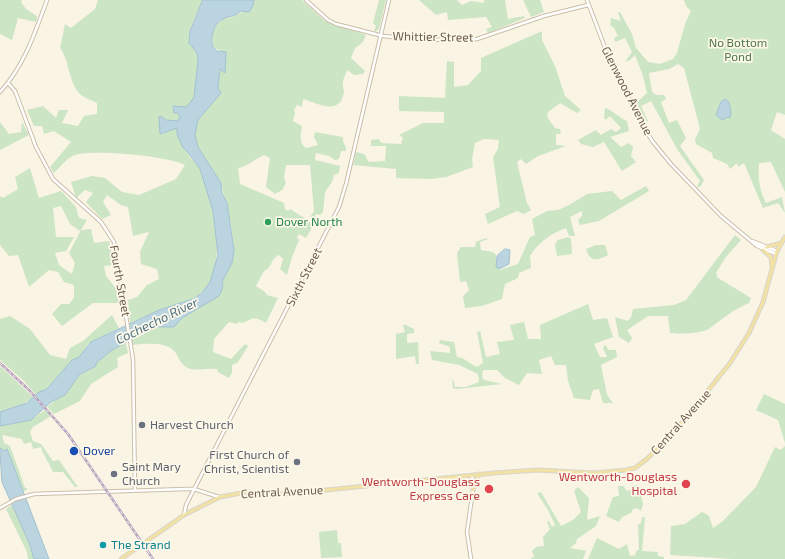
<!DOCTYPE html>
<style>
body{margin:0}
canvas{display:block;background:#f9f4e3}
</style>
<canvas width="785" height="559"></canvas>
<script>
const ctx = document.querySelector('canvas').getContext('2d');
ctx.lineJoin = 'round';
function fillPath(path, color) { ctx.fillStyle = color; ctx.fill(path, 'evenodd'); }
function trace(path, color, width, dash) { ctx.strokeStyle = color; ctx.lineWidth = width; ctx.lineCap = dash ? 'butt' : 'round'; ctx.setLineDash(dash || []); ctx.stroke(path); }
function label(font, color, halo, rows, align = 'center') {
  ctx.font = font + ' "Exo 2",sans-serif'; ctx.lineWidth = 3.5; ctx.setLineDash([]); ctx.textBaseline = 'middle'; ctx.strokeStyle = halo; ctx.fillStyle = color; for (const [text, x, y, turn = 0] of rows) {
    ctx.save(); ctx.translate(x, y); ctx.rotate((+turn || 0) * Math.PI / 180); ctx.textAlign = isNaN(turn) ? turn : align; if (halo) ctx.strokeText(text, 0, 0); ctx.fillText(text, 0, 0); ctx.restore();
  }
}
fillPath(new Path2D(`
 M0 0H22L21 2 26 9 37 16 36 22 18 18 12 40 0 34Z
 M98 0H203C198 11 189 25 189 38 188 45 195 48 197 54 199 59 197 64 197 69 196 83 198 97 187 107L182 108 178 113 180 117 178 121 173 122 159 117 161 134 177 127C179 135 182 147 187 153 191 159 196 162 200 169 213 199 231 269 200 294 188 303 172 305 158 311 148 314 139 319 130 323L128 300 137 297 147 285 159 279 157 269 141 264 140 252 149 232 133 236 128 207 121 205 107 195 103 202 111 215 102 219 86 202 93 193 85 190 76 198 71 182 92 176 105 178 122 192 139 195 176 179 185 165C168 156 94 149 75 155 68 157 60 167 54 173L50 167 71 142 54 131 44 134 42 126H34L27 110 43 106 56 118 59 110H68L62 123 78 126 84 116 97 114V103C92 100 84 98 80 94 68 82 70 61 60 48L65 24 71 28 95 9Z
 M254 0H302L325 21 366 35 363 42 355 48 351 58 365 71 363 74 354 75 347 70C346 74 343 78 343 82 342 85 344 88 344 92 340 116 319 104 303 99L302 107 297 105 294 110 295 113 293 121 302 126C301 134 298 142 306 148L318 145 314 137 315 132 343 137V141L346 148V151H341L339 159 335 160 329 156 316 153 315 160 340 166 339 173 334 175 332 182 325 192 323 212 320 215 316 214 314 218 310 217 314 211 310 165H286L284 178 286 183 282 190 275 194 266 187 270 158 264 155C254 159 249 166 238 168L240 184 284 203 285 209 288 211 290 209 314 224 306 238 299 234 297 237 299 240 292 257 287 275 280 269 283 259 279 255C271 258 272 268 264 271L256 286 265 292 267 295 278 298 266 323C257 317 253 317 243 323L238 322 237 324 229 322 214 339 213 352 231 359 245 344 248 346 238 362 232 365V373L229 378 218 372 217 369C208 368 193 372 186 367 180 363 179 358 175 352 166 341 144 344 132 345V340L155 327H174L182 318 223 287 222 282 232 263 234 250 231 225 221 183 198 147 195 135 198 120 221 93 218 88 220 68 225 72 221 51 213 47 212 33 217 25 223 19 233 17 253 6Z
 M379 0H386L379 29 373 33 376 26 373 23Z
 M419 0H457L462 5 471 1 484 3V0H505L508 19 524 16 525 18 488 33 486 29 492 27 486 17 448 20 447 12 436 15Z
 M523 0H540L544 12 531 17Z
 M684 0H785V115L777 112 771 130 785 139V192L771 162 759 163C758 178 759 189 766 203L782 197 785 213 778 203 763 208 744 163 738 167 737 163 730 169 727 164 713 158 712 153 696 144 695 140 700 129 684 68 678 64 669 69 649 73 652 92 656 95H664L666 99 661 102 669 123 677 120 686 138 680 146 704 180 701 186 696 188 700 181 677 149 651 101 641 106 648 121 644 123 635 104 647 93 643 76 635 55 630 60 625 62 632 52 625 38 615 42 614 38 618 36 614 28 610 25 611 18 621 21 618 13 620 12 632 34 636 48 648 62 660 64 673 59 677 53 685 24 691 11 686 6ZM727 99 729 103 730 114 724 118 716 115C719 107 721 104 727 99Z
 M542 31V40L555 66 565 96 581 110 577 113 560 103 548 112 547 117 555 128 560 129 561 134H556V145L566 146 538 156 526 164 521 159 517 162 527 203 531 210 524 214 517 211 488 224 485 214 500 207 493 157 498 149 499 140 484 139 475 143 472 159 473 167 446 177 430 179 396 178V169L353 165 356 152 364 154 369 162 385 161 386 146H371V140L379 139 381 143 401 144 403 138 399 135 423 123H444V112L399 111V96L445 98 447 61 454 62V87L468 85 481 71V58Z
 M605 108C614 111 619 118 627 121L629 131 610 137 621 147 629 143 633 147 631 156 636 162 622 171 604 142 593 147 581 144 578 140 596 130 601 135 611 129 616 132 621 128 610 116 606 120 604 118Z
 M0 122 9 134 21 132 22 122 29 135 0 150Z
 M30 168 39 198 61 191 76 207 79 218 87 220 80 231 70 224 61 206 53 208 56 237H74L66 251 55 253 59 265 72 274 75 263 69 253 81 230 91 229 94 243 109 241 114 265 104 266 106 276 119 292V303H93L62 326 52 314 61 304H69L74 298V285L64 282 58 272 49 270 29 287 18 255 9 256 0 245V196L3 198 18 189 15 177Z
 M646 186 649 191 599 221 580 225 578 220 582 216V211L570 217 575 236H569L566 228C550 234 539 242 530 256L531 268 519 273 518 278 505 284 502 299 482 306 465 308 463 296 469 290 466 281 460 282 457 253 461 247H475L476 242 486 238 488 239 480 242 481 250 493 252 496 255V267L500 270 518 264 530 237 535 235 532 219 547 211 558 210 569 205 587 194 612 191 621 200Z
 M735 235 741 240 725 258 716 273 718 278 751 298 749 303C732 310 724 318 710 328 702 334 680 334 670 333L668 316H648L627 330 632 338 629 343 619 337 615 317 628 321 631 317 633 309 674 305 686 300Z
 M568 237 571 239 572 254 557 256 555 244 558 240Z
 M596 245H605L608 255C597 261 590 262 586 249Z
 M588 304 593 320 607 318 613 337 594 344 600 357H607L603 348 605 345 609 350H616L617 357 601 365 607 395 613 403H603L599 389 593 390 590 400 574 398 568 381 566 365H555L551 356 539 360 542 374 527 373 519 385 505 378 497 370H483L482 376 484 380 502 384 457 389 453 388 452 379 454 382 455 387H466L479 382 478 374 459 365 432 360 430 351 450 353V347L439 343 440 340 454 342 457 357C466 358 469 364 477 367L483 363 477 332 480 331 486 357 500 354 497 342 514 340 510 325 524 322 528 339H541L540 325Z
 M112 315 119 328 89 343 79 358 72 360 47 389 36 395 24 381 0 360V319L10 316 30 329 50 355 66 359 70 348 83 341Z
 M404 324 414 329V333L407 334V343L418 342 419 364H416L415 356 396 359V334L405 332 403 326Z
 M126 343 128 353 117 358 118 367 91 384 80 401 54 414 47 407 58 398 65 395 80 374 95 366 96 363 112 350Z
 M0 366 34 398 13 409 0 412Z
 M764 394 785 404V443L778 420 756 410Z
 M45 410 51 416 33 427 30 432 33 441 41 444 53 461 59 460 78 487H75L63 472H53C49 462 43 455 41 447L33 449 31 442 24 444 22 439 2 435 4 443 10 446 25 488H27V490L23 491 7 450 4 451 0 448V426L31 420Z
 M785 446V559H732L670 555 671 526 685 524 702 512 709 516 713 528 723 521 756 487 775 447 780 450Z
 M631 485 639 486 643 504 641 511 637 508 633 509 631 513 622 517 619 522 606 516 613 497 619 496 618 486H623L627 491 631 490Z
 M578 487 589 498 587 520 600 516 596 526 577 539 576 543 570 548 586 551 583 559H530L534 557 532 551 536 547 544 546 543 537 550 529 547 522 549 521 552 527 555 525 548 510 537 493 541 492 561 526 573 520 581 512 574 491Z
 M12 505 30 545 34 559H28L27 552 6 509Z
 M642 517H645L642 551 658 552V556L664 557V559H588L597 538 619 549 627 544 630 556 635 555 637 550H639L638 525 641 523Z
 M337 530 338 543H341L342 557 321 558 319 532Z`), '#cce5c4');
const water = new Path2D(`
 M203 0H254L253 6 249 12 241 11C233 18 231 15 223 19 213 24 210 38 213 47L217 51 226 52 225 73 220 69 218 88 221 93 198 120 195 135 198 147 221 183 222 193 227 203 234 250 232 263 222 282 223 287 219 296 182 318 174 327H155L112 350 96 363V366L80 374 65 395 51 402 31 420 0 426V412L27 403 39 392 47 389 72 360 79 357 91 342 159 310 193 299 202 293 210 282 218 255 213 211 200 169 193 159 182 146 177 134V128L160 134 159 117 160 116 166 120 178 121 180 117 178 113H174L173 106 187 107 194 97 198 60 197 53 189 43 190 31Z
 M726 99C730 102 732 111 730 118L728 117 722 120 716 115 721 102Z
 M505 249 510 250 509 264 499 269 496 267 497 256Z
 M0 448 4 451 7 449 49 559H34L30 545 2 482Z`);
fillPath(water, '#bad4e0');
trace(water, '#a2c2d1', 1);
const secondary = new Path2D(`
 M306 0 328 20 336 24 383 36 429 40 477 39 544 16 588 5
 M587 0 607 53 640 122 653 142 671 164 721 216 757 246 776 254
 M8 83 15 91 36 147 53 179 101 222 114 242 133 359 135 490
 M0 92C24 66 35 33 47 0
 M752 241 777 251
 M0 508 16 499 34 494 186 489H194L219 497
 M184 515 186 505 339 207 346 184 389 0
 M471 559 467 532 473 490 472 475`);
const primary = new Path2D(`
 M767 247 781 243
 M763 250 771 257 772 267
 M473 490 479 474
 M121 559 184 515 220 497 247 492 284 494 307 492 494 473 537 470 594 473 626 470 635 468 648 458 686 418 730 363 749 333 763 302 777 251 785 237`);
trace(secondary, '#ccbeaa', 4.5);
trace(primary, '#d9d5d0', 5);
trace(secondary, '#fff', 2.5);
trace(primary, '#f1e1a2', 3);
const rail = new Path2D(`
 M0 363 29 390 68 434 153 559`);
trace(rail, '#b8a4c1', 2.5);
trace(rail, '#fdf8e9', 1, [3]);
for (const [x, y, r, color] of [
 [268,222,4,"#2e9e5b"],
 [142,425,4,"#6b7280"],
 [74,451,5,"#1a4fb4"],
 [297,462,4,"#6b7280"],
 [114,474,4,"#6b7280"],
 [686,484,5,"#e0444e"],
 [489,489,5,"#e0444e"],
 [103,545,4,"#0f9aa8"]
]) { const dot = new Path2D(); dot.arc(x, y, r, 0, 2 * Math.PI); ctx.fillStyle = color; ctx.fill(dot); trace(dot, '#fdf8e9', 1.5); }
label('12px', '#6e5e4c', '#fdf8e9', [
 ["Whittier Street",433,37,1],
 ["Glenwood Avenue",627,91,63],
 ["Sixth Street",304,277,-63],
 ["Fourth Street",120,281,80],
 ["Central Avenue",681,422,-48],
 ["Central Avenue",282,492,-3]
]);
label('12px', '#4f7949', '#fdf8e9', [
 ["No Bottom",738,43],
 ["Pond",738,57]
]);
label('12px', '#27864d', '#fdf8e9', [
 ["Dover North",276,222]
], 'left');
label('12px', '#5b616d', '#fdf8e9', [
 ["Harvest Church",150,425],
 ["First Church of",289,455,"right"],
 ["Christ, Scientist",289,469,"right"],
 ["Saint Mary",122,467],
 ["Church",122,481]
], 'left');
label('12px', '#164399', '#fdf8e9', [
 ["Dover",83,451]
], 'left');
label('12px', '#be3a42', '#fdf8e9', [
 ["Wentworth-Douglass",677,477],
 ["Hospital",677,491],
 ["Wentworth-Douglass",480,482],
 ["Express Care",480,496]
], 'right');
label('12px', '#0d838f', '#fdf8e9', [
 ["The Strand",111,545]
], 'left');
label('italic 13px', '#4c7286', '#fdf8e9', [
 ["Cochecho River",157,321,-26]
]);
</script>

-------

● **Goal of the exercise**:
For the string "font", go through the entries above and copy each line where it occurs.

● **Your response**:
function label(font, color, halo, rows, align = 'center') {
  ctx.font = font + ' "Exo 2",sans-serif'; ctx.lineWidth = 3.5; ctx.setLineDash([]); ctx.textBaseline = 'middle'; ctx.strokeStyle = halo; ctx.fillStyle = color; for (const [text, x, y, turn = 0] of rows) {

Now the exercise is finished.